Git – Branching a subdirectory while keeping commits from other directories

gitsvn

I currently have a single pre-existing Git repo for a client/server solution that contains three subdirectories for 3 sub-projects:

/client  - An Angular2 SPA application (client-side TypeScript)
/dtos    - Language-agnostic web-service DTO (data contract) definitions written in T4
    /client - T4-generated TypeScript typings *.d.ts files
    /server - T4-generated C# DTO classes
/server  - The web-service

So far this is all in a single master branch, with appropriate temporary dev/ branches that are merged when their work is complete:

o--o--o--o - master
 \   /
  o-o      - dev/foo

We need to do some A/B (or rather, A/B/C/D) testing on radically different UX options in the Angular2 project – I would like to branch-off for each UX option, to generate different builds we can test, then after our UX research is done we merge that specific branch back into master for the remainder of the project:

o             - master
 \
  o--o--o---o - ux/red-background
   \
    o--o----o - ux/new-sidebar
        \
         o--o - ux/new-sidebar-and-banner

However I only want to branch the /Client directory off – so the /DTOs and /Server directories always contain the latest code.

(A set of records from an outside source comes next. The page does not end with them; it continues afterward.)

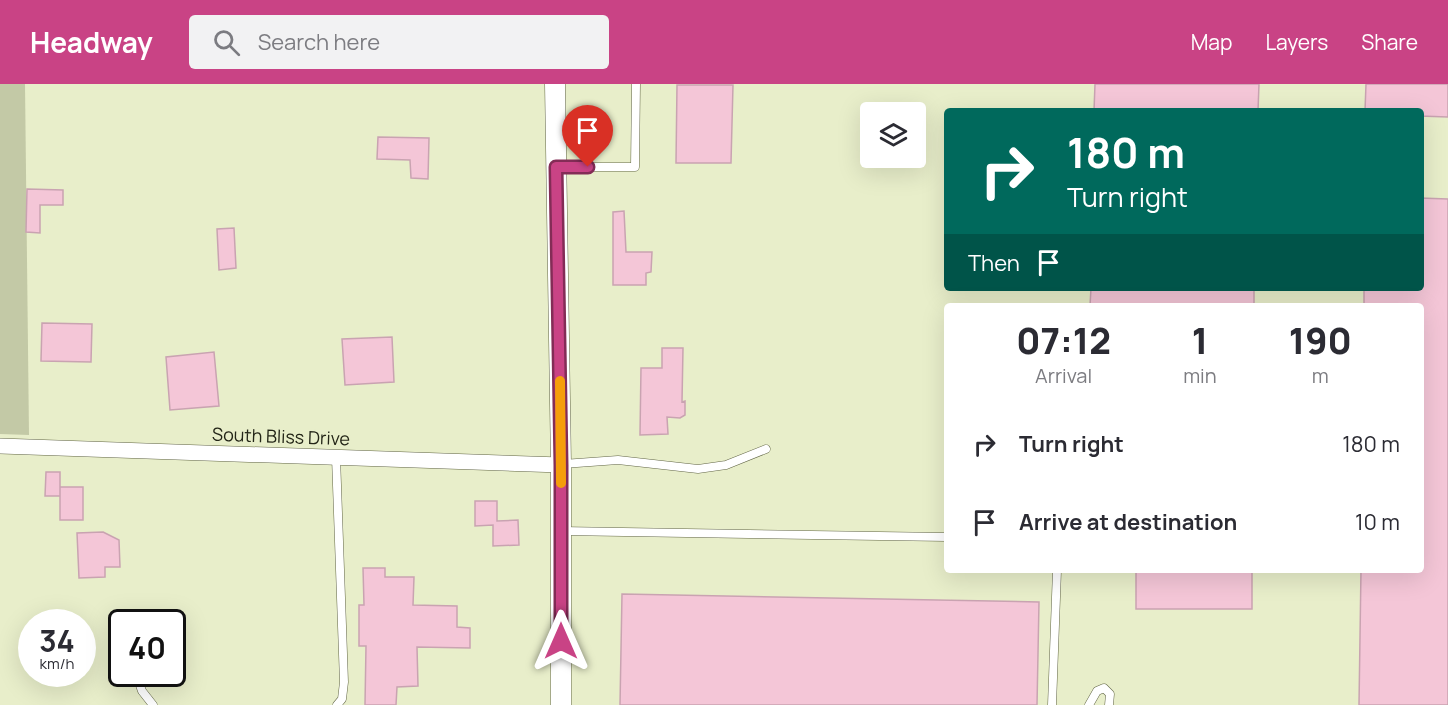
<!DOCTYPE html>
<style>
body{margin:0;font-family:Manrope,sans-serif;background:#f2f2f3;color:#2b2b33;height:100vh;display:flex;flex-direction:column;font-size:22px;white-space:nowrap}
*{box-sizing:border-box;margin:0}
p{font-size:20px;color:#7c7c81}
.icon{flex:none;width:33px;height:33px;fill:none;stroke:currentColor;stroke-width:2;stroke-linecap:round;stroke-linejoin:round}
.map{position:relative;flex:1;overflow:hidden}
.drawer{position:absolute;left:944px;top:219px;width:480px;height:270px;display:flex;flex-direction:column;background:#fff;border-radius:6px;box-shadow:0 6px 24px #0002}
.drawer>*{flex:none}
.hud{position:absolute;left:944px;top:24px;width:480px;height:183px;border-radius:6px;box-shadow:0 6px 24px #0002;background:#00695c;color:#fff;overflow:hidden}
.controls{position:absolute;left:860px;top:18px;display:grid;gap:12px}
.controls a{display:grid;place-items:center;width:66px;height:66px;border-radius:6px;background:#fff;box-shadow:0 6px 24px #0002;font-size:30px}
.speed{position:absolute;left:18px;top:525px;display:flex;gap:12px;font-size:30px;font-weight:700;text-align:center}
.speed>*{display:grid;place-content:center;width:78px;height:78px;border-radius:50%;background:#fff;box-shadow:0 6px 24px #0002;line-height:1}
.speed small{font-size:15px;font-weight:400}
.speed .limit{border:3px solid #111;border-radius:9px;background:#fff;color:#111}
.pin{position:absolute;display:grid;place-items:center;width:51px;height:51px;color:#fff;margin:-62px -26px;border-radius:50% 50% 50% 0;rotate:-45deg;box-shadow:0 0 6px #0007}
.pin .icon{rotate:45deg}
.me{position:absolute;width:66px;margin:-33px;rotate:0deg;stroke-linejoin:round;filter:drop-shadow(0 0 4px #0008)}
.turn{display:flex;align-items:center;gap:21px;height:126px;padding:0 24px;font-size:27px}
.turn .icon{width:78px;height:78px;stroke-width:2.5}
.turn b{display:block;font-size:42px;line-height:51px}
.then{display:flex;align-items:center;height:57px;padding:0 24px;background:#0003;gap:12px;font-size:22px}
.eta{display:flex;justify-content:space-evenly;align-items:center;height:102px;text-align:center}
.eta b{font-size:36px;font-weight:800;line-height:42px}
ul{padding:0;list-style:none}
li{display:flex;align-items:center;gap:18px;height:78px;padding:0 24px}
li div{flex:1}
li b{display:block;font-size:22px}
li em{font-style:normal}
header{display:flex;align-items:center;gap:36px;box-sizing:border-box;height:84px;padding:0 30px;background:#c94385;color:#fff}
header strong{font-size:28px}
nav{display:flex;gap:33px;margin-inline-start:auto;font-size:21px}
.search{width:420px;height:54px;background:#f2f2f3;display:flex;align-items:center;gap:15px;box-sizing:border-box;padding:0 21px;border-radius:6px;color:#7c7c81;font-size:22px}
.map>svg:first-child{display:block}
.green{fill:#c3c9a6}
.building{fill:#f4c6d7;stroke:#c9a3b1;stroke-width:1.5}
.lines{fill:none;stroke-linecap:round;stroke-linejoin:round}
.lane-casing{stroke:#626646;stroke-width:9}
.street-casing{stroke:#626646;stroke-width:16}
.secondary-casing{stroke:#626646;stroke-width:21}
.lane{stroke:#fff;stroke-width:8}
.street{stroke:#fff;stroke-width:15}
.secondary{stroke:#fff;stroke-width:20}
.route-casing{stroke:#832c56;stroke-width:15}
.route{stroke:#c94385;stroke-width:10}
.slow{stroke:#f59e0b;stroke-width:10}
.labels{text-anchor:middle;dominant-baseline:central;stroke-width:4.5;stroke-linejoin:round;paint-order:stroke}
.street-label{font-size:18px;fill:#232517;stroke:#e8eeca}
</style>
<header>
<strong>Headway</strong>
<div class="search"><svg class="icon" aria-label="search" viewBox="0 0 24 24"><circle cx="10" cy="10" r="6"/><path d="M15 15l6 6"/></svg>Search here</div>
<nav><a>Map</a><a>Layers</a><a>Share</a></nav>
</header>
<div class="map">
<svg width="1448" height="621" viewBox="0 0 1448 621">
<rect width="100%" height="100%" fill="#e8eeca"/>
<path class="green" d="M0 0H25L29 351 0 350Z"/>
<path class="building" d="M1095 0H1259L1258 27H1094Z
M1366 0H1448V33L1420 32V27H1365Z
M677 1H733L731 79H676Z
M378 53 429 54 428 95 411 94 410 76 377 75Z
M27 105 63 106V121H40V149L26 148Z
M1420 114 1448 115V621H1359L1361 486H1420V222H1364V204H1420Z
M624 127 626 168H652L651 188 646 189V201H613V128Z
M234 144 236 184 219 186 217 145Z
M1091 204H1254V222H1090Z
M42 239 92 240 91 278 41 277Z
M392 253 394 298 345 301 342 255Z
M662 264H683L682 318 685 317V331L680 334 667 333 668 350 640 351 641 284H662Z
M214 268 219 322 170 326 166 273Z
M46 388H60V412H45Z
M60 403H83V436H60Z
M475 417H497V437L518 436 519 461 493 462V441L475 442Z
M103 448 119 456 120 483H105V493L79 494 77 449Z
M363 484H385V493H414L413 521 457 522V543L470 544V564L417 563 418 602 397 603 396 621H365L366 562H359V521H364Z
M1136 486H1252V525H1136Z
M622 510 1039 518 1037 621H620Z"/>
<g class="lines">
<defs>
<path id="lane" d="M557 83H635L636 0
M336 373 344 598 342 615 337 621
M563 380 618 376 698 385 726 381 766 365
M561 447 946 453
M136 590 142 607 153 621
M1052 621 1057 486
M1089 621 1097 607 1104 604 1110 610 1109 621"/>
<path id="street" d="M0 362 561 381"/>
<path id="secondary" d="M555 0 561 381V621"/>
</defs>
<use href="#lane" class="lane-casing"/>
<use href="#street" class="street-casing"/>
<use href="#secondary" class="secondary-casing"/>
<use href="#lane" class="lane"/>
<use href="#street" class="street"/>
<use href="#secondary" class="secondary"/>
</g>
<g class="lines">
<defs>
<path id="route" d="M561 557V381L556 83H588"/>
</defs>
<use href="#route" class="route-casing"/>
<use href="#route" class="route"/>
<path class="slow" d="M560 297 561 399"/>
</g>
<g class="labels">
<g class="street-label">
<text transform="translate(281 352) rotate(2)">South Bliss Drive</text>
</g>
</g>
</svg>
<div class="controls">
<a><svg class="icon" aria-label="layers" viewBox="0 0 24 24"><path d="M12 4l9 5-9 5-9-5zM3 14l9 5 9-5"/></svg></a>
</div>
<div class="speed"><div>34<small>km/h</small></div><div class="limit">40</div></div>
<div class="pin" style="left:588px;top:83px;background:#d93025"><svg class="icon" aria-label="arrive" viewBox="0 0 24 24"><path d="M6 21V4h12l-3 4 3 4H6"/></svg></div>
<svg class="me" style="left:561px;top:557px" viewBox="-20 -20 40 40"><path d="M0-17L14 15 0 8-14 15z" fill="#c94385" stroke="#fff" stroke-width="4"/></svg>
<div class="hud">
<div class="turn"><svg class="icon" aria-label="right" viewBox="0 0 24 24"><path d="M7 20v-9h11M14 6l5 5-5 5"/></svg><div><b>180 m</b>Turn right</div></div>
<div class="then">Then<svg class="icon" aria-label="arrive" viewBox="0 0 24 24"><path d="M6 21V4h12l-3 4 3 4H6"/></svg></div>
</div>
<section class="drawer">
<div class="eta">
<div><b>07:12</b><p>Arrival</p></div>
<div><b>1</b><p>min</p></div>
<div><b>190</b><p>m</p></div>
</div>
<ul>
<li><svg class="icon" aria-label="right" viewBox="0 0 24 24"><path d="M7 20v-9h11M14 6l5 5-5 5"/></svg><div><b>Turn right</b></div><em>180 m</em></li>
<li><svg class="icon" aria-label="arrive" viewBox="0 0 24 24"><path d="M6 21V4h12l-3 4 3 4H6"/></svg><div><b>Arrive at destination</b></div><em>10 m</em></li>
</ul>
</section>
</div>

In SVN and TFS this is easily doable because branches can be made from subdirectories, not just the entire repository (as they are with git), so if this were an SVN project then I would do something like this:

cd trunk  # this is the solution root with the client, dtos and server directories
svn copy ^/trunk/client ^/branches/red-background
svn copy ^/branches/red-background ^/branches/new-sidebar
# then after some commits to 'new-sidebar'...
svn copy ^/branches/new-sidebar ^/branches/new-sidebar-and-banner

Then to build the solution with each different branch of /client we modify the symlink:

cd trunk
# to 'checkout' the red-background version prior to building:
ln -s branches/red-background client
# or the new-sidebar version:
ln -s branches/new-sidebar client

The main advantage of this approach is that commits can continue to be made to the /dtos and /server directories without affecting client at all – regardless of whatever branch of client is being worked-in.

Whereas with git, a branch is a separate timeline entirely, so this scenario becomes impossible.

I understand that to get the result I want, I would still need to create different branches for each version to test or build, but changes to /dtos or /server would still need to happen in master (just like in trunk in SVN) but after every commit everyone working on the different client branches would need to rebase or merge from master, and that has the potential to get really ugly (especially if individual people rebase from multiple commits to /server choosing their own rebase points – they might end up with identical codebases but different commit hashes).

What's the solution?

(Another solution is to move client to its own git repo – then merging it back into the solution repo when it's all done – I'm not opposed to this but let's pretend that we've hit our maximum repo count in our organizational GitHub account)

Best Answer

The ideal way is to move client to its own repository and make it a submodule of the super project. But if you do not want to create a new repository you can try one of these solutions.

Multiple directories in one branch

If you are able to configure your project to use directory /client_A instead of /client then you can clone the directory /client to multiple directories

  • /client_A
  • /client_B
  • /client_C

and do separate development in each of these directories. Up to this point it is enough to use only master branch.
Later when you decide to "merge" directory /client_A to directory /client create a branch named e.g. branch_A. In this branch replace the content of directory /client with content of directory /client_A, delete directory /client_A and commit this state. Then merge branch_A to master and solve conflicts if any.
Do the same with directories /client_B and /client_C if you want to "merge" them with directory /client. You can choose different times for "merging" directories /client_A, /client_B and /client_C into directory /client.

Multiple branches without cloning directories

Choose a suitable start time and make as many branches from master as you want

  • branch_A
  • branch_B
  • branch_C

From this start time use strictly

  • master for changes in directories other than /client (/dtos and /server)
  • branch_A, branch_B, branch_C for changes in /client directory

Use branch_A, branch_B, branch_C for building different versions of your project. Merge master branch into these branches before building. Avoid merging these branches into master branch (the opposite direction).
Later you can merge e.g. branch_A into master. But after doing this you can't merge master into branch_B or branch_C. This means that you need to choose suitable end time and merge all branches branch_A, branch_B, branch_C into master at this time.